**Action item:** Whenever a line carries the word "linecap", pull it out of the entries.

----

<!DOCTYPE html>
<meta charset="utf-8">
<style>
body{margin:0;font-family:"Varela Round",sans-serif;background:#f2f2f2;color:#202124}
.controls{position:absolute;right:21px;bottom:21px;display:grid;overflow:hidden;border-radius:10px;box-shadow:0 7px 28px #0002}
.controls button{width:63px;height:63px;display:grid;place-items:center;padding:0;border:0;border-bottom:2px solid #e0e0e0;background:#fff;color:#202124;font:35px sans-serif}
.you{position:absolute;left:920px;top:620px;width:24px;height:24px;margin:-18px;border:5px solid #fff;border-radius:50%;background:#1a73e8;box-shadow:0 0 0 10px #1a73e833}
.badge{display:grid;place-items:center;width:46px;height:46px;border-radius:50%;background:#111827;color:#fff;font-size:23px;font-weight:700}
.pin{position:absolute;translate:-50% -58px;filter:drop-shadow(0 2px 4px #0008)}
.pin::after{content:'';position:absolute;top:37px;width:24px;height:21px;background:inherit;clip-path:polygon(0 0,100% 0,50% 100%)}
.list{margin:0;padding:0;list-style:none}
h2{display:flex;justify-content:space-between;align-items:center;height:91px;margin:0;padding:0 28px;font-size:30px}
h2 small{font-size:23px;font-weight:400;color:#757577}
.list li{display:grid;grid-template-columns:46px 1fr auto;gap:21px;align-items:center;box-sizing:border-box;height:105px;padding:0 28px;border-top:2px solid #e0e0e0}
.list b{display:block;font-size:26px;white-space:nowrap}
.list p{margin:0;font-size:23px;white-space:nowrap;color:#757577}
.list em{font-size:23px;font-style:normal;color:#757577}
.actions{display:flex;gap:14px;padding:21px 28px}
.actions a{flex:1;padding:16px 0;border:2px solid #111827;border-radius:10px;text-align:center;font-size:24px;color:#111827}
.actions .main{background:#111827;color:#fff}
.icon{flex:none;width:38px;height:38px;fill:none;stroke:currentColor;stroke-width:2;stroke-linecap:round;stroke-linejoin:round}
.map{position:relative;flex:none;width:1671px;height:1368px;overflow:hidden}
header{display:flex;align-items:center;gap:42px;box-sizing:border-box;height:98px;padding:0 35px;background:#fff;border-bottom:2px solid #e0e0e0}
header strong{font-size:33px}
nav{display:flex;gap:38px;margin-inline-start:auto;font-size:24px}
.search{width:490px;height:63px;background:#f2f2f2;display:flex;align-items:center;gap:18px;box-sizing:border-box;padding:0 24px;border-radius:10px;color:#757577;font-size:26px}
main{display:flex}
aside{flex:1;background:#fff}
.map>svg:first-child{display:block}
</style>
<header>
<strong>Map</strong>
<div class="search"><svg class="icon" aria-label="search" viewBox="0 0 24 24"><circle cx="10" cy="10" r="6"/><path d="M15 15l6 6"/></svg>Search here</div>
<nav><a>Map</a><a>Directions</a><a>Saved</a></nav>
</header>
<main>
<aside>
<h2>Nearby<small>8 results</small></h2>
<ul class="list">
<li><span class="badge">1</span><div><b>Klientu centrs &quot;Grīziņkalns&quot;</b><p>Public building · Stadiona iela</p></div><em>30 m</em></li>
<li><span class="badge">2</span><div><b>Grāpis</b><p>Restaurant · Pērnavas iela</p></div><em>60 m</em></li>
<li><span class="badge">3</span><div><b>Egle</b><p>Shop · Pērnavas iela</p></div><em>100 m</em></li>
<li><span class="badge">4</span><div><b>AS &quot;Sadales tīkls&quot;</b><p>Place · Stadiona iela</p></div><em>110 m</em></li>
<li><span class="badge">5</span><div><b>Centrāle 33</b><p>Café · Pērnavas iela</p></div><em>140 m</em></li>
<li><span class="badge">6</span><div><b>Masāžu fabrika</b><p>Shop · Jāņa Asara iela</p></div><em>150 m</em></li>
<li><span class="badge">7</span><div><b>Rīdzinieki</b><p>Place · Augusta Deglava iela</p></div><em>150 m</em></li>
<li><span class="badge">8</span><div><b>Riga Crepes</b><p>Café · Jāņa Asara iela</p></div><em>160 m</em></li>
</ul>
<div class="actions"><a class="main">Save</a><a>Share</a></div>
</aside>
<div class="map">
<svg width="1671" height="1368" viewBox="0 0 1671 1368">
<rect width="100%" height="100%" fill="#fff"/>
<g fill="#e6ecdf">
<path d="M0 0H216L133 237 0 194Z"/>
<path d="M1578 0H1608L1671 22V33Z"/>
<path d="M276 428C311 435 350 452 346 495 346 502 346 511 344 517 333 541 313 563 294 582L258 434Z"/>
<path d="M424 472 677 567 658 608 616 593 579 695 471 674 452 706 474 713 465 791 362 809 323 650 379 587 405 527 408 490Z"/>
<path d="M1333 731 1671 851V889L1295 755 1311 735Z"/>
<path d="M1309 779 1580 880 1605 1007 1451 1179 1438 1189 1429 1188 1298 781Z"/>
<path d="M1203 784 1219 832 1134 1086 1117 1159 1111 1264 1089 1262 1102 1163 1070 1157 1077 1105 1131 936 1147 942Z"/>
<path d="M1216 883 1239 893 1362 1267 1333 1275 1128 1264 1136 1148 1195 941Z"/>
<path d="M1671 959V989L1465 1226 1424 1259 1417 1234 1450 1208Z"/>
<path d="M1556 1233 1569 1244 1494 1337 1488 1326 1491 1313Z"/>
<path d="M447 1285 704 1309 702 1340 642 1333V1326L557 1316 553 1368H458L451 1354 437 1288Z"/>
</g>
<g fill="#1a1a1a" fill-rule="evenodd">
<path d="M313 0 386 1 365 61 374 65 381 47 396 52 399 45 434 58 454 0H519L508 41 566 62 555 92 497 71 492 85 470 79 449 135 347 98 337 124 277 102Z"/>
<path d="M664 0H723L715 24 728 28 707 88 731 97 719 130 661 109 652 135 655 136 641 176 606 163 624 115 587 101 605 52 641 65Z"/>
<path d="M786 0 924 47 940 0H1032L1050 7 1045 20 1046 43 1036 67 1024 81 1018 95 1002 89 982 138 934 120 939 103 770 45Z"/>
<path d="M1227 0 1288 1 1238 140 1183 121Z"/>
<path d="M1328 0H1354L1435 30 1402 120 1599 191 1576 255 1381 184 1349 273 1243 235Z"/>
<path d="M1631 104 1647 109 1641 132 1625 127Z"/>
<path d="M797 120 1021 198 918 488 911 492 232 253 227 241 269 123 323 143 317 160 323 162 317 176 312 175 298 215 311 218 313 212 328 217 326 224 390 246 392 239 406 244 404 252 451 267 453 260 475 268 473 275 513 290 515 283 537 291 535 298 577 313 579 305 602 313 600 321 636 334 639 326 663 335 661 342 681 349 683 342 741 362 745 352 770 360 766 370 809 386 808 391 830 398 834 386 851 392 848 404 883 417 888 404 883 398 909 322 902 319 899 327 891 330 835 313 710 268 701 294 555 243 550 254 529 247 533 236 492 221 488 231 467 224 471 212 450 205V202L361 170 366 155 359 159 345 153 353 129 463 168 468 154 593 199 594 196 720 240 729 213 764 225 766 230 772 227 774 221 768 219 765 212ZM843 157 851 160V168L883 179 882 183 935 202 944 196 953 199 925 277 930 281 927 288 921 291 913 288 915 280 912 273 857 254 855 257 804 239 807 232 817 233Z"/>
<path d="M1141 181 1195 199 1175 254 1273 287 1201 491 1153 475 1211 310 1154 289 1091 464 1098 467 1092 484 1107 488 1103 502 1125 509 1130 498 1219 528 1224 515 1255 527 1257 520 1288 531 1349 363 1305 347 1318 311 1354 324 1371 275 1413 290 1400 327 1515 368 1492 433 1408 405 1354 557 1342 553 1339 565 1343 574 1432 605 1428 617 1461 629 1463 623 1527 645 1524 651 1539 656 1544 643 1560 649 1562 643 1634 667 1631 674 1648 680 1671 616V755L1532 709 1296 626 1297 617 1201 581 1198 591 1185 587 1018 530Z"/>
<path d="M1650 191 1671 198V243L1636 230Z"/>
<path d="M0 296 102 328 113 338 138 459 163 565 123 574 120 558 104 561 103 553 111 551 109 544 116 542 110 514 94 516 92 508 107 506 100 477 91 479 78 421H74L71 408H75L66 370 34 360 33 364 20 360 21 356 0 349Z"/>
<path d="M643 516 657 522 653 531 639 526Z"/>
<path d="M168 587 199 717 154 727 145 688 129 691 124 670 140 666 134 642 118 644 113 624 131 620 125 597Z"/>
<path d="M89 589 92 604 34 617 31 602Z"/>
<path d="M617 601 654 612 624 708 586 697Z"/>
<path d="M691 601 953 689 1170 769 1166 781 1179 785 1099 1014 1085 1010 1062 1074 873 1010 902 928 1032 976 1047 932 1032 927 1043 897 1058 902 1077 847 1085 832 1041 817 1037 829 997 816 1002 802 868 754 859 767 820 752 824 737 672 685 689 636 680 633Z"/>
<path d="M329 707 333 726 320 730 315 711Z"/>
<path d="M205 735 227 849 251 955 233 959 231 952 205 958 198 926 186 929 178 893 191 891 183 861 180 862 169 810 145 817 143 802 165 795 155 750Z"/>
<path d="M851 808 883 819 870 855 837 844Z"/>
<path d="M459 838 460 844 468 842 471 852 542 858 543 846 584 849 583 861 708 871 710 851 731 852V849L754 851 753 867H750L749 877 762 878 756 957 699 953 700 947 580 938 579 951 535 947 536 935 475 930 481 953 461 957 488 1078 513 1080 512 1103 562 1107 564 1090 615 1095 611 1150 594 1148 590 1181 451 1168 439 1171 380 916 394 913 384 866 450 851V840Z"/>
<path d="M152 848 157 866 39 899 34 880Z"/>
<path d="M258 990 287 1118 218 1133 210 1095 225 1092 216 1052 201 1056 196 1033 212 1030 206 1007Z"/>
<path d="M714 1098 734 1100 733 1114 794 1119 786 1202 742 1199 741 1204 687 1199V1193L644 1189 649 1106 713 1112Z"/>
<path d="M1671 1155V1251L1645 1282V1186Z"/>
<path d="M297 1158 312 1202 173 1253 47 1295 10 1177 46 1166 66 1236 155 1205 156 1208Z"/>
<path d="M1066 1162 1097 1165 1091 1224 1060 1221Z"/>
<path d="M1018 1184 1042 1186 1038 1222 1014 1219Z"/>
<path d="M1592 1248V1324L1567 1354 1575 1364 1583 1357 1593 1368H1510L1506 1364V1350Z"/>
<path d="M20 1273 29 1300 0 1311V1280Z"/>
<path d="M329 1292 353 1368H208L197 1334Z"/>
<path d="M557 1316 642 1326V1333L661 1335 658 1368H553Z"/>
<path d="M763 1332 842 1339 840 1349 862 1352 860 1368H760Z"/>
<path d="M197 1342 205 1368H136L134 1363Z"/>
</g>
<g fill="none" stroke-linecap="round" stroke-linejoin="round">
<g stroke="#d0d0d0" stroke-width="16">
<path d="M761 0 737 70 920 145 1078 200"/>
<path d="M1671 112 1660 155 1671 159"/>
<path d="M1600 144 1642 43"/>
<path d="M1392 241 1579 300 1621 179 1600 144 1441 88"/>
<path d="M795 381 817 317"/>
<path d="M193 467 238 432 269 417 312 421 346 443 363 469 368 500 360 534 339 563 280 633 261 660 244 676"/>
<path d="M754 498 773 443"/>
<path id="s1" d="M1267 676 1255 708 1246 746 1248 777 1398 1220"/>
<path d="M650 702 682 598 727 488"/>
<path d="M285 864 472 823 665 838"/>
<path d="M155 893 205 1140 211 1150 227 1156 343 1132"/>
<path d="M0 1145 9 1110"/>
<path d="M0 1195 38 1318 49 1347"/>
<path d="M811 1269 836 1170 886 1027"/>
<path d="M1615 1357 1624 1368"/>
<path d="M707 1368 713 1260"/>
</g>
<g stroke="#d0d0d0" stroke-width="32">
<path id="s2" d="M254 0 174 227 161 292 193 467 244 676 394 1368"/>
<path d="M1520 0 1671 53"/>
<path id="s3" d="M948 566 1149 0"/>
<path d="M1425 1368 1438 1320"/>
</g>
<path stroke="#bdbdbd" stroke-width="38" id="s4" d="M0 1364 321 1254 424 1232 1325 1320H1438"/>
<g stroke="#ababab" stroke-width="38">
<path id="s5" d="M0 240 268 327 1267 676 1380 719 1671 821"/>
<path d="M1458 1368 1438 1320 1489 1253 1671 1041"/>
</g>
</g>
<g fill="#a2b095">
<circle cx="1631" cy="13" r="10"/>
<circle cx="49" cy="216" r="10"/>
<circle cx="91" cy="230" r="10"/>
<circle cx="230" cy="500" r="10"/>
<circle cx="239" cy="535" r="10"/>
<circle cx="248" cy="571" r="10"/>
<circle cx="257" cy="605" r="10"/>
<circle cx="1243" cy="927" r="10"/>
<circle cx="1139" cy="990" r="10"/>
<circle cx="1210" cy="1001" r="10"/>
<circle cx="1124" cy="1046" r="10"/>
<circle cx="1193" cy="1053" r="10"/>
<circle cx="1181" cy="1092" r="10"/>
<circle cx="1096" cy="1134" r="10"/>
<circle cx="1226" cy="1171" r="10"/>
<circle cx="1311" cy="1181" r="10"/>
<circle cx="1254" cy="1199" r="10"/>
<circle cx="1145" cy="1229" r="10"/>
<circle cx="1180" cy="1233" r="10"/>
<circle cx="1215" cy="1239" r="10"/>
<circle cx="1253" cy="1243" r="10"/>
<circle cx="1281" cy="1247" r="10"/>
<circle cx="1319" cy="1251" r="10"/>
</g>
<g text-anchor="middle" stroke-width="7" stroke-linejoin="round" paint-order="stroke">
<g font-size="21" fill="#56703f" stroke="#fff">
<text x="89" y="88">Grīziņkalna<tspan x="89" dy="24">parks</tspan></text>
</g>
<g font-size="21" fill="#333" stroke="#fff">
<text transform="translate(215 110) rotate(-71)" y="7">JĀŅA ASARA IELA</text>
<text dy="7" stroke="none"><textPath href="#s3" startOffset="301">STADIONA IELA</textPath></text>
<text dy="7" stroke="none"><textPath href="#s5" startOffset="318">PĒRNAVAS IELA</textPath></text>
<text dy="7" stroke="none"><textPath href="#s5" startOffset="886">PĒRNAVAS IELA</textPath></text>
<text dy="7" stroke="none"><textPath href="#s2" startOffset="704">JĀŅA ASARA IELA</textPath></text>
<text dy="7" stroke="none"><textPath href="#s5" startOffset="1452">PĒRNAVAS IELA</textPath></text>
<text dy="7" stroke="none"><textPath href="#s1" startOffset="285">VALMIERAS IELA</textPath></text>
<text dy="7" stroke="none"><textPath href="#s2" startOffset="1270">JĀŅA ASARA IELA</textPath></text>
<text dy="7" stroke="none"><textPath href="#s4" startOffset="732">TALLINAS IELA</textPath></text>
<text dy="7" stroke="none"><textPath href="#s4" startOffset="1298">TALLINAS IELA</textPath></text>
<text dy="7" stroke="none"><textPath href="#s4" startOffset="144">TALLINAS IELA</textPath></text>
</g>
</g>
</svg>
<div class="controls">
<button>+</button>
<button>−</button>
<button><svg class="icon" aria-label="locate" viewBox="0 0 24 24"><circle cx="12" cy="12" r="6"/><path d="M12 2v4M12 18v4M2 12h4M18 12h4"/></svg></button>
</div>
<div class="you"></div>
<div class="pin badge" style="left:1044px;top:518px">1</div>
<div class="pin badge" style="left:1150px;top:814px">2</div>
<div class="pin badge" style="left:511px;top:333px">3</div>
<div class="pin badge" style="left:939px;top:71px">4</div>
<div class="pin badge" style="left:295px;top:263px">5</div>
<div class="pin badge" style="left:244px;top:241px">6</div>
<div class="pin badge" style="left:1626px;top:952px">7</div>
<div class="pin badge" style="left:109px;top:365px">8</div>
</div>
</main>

----

**Output of the exercise:**
.icon{flex:none;width:38px;height:38px;fill:none;stroke:currentColor;stroke-width:2;stroke-linecap:round;stroke-linejoin:round}
<g fill="none" stroke-linecap="round" stroke-linejoin="round">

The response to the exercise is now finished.